Polri Moratorium Penanganan Pidana Peserta Pilkada, Beda dengan KPK

ANTARA FOTO/Rony Muharrman/aww.
Petugas Sat Sabhara Polda Riau dalam simulasi Sispam Kota dalam rangka Pengamanan Pilkada Serentak 2020 di Lapangan Sekolah Polisi Negara (SPN) Polda Riau di Kabupaten Kampar, Riau, Kamis (23/7/2020).
Penulis: Rizky Alika
Editor: Pingit Aria
8/9/2020, 18.45 WIB

Kepolisian akan menunda penanganan perkara pidana para kandidat selama proses pemilihan kepala daerah atau pilkada serentak 2020. Kapolri Jenderal Idham Azis memutuskan hal ini agar para calon kepala daerah yang bersaing tidak saling lapor untuk menjegal lawan.

Menteri Dalam Negeri Tito Karnavian mendukung keputusan tersebut. "Kami melihat bahwa langkah untuk penundaan penyidikan calon kepala daerah itu lebih banyak baiknya daripada negatifnya," kata Tito dalam konferensi pers yang disiarkan secara virtual, Selasa (8/9).

Menurutnya, semua orang bisa melaporkan lawan politiknya bila tidak ada moratorium penanganan pidana. Selain itu, spektrum kasus yang ditangani polri sangat luas, mulai dari tindak pidana umum sampai tindak pidana khusus.

Oleh karenanya, pelaporan yang berpotensi diadukan tidak terbatas pada kasus korupsi. Pelaporan tersebut bisa meliputi kasus pencemaran nama baik, dugaan ijazah palsu, dugaan penipuan dan penggelapan, hingga pelanggaran Undang-Undang Informasi dan Transaksi Elektronik (ITE).

Ia pun menilai, elektabilitas kandidat akan jatuh bila polisi menindaklanjuti laporan tersebut. "Kalau domain politik, cukup dengan isu. Isu dipanggil polisi saja bisa jatuhkan elektabilitas," ujar dia.

Pandangan Tito tersebut berdasarkan pengalamannya sebagai mantan Kapolri yang sempat menangani pilkada dan pilpres.

Hal ini berbeda dengan sikap Komisi Pemberantasan Korupsi (KPK) yang akan melakukan proses hukum terhadap kontestan pemilu yang terlibat perkara. Tito mengatakan, KPK memang spesifik menangani kasus tindak pidana korupsi.

"Kalau KPK berpendapat lain untuk tangani kasus korupsi, ya spesifik pada kasus korupsi saja," ujar dia.
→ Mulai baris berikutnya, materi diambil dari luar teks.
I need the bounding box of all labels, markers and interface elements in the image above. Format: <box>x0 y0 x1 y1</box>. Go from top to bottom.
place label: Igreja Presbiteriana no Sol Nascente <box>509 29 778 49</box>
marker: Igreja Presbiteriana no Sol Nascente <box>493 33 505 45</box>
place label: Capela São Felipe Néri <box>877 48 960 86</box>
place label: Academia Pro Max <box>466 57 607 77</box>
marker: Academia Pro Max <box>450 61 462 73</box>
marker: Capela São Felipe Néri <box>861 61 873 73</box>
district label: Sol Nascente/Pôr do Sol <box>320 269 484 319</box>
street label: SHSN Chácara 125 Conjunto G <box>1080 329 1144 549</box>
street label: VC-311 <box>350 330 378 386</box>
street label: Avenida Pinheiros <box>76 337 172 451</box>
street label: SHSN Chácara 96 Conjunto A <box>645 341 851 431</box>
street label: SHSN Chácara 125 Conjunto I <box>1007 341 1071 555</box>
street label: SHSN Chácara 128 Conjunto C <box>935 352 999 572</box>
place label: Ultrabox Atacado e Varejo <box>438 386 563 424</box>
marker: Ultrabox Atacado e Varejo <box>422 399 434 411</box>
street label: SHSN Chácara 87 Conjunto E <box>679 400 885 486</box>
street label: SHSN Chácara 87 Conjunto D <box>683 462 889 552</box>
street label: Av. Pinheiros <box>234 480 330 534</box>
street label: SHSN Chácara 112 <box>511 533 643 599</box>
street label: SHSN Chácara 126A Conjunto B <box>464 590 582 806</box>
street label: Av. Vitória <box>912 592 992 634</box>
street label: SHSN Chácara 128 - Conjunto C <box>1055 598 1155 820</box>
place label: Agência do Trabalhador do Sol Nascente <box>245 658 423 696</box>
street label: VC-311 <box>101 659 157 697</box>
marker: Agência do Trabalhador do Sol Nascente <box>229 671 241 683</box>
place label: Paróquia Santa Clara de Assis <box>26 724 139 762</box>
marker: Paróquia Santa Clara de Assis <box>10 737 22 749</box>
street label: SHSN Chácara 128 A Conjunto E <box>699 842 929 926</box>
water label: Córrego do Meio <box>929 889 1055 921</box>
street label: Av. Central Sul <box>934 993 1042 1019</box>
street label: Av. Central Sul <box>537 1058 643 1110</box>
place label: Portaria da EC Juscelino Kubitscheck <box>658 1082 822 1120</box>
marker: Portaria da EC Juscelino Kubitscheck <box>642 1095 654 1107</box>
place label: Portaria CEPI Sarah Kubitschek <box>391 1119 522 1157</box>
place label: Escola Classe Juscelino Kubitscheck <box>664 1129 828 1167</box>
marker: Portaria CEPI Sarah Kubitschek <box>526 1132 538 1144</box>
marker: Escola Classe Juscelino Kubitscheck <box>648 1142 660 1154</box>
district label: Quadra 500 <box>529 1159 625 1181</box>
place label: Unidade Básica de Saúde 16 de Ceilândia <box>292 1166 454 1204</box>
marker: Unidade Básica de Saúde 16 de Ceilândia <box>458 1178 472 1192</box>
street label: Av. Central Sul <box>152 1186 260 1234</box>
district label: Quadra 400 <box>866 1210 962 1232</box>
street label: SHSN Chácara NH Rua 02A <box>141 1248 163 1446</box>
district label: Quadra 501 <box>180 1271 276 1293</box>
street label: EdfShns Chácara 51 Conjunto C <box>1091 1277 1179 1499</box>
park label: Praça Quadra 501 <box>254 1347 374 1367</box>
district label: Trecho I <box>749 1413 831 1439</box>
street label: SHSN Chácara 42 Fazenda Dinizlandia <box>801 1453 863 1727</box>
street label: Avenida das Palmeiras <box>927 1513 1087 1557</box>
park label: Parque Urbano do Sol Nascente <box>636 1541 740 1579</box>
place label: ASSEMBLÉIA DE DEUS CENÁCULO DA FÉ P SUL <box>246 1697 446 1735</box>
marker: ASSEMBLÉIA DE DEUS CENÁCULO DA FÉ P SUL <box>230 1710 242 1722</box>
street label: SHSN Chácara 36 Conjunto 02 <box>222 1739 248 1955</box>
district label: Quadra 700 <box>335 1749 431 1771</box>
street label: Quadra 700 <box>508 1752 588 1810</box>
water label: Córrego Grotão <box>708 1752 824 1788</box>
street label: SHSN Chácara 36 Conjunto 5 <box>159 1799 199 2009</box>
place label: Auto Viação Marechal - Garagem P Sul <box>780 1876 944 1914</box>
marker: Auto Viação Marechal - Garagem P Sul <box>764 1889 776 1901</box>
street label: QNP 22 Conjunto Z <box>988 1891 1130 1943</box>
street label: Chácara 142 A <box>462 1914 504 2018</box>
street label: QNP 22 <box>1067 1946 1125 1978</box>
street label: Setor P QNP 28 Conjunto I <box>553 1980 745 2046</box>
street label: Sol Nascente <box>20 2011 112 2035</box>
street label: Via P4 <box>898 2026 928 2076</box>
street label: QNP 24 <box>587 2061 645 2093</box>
Sebelumnya, KPK memastikan tidak akan menunda proses hukum terhadap perkara yang diduga melibatkan para calon kepala daerah.

"KPK saat ini tidak akan menunda proses hukum terhadap perkara siapa pun, termasuk terhadap perkara yang diduga melibatkan para calon kepala daerah," kata Plt. Juru Bicara KPK Ali Fikri seperti dikutip dari Antara.

KPK, lanjut dia, meyakini proses hukum di KPK tidak akan terpengaruh oleh proses politik."Proses hukum di KPK sangat ketat, syarat dan prosedur penetapan tersangka, penahanan, dan seterusnya melalui proses yang terukur berdasarkan kecukupan alat bukti dan hukum acara yang berlaku," katanya.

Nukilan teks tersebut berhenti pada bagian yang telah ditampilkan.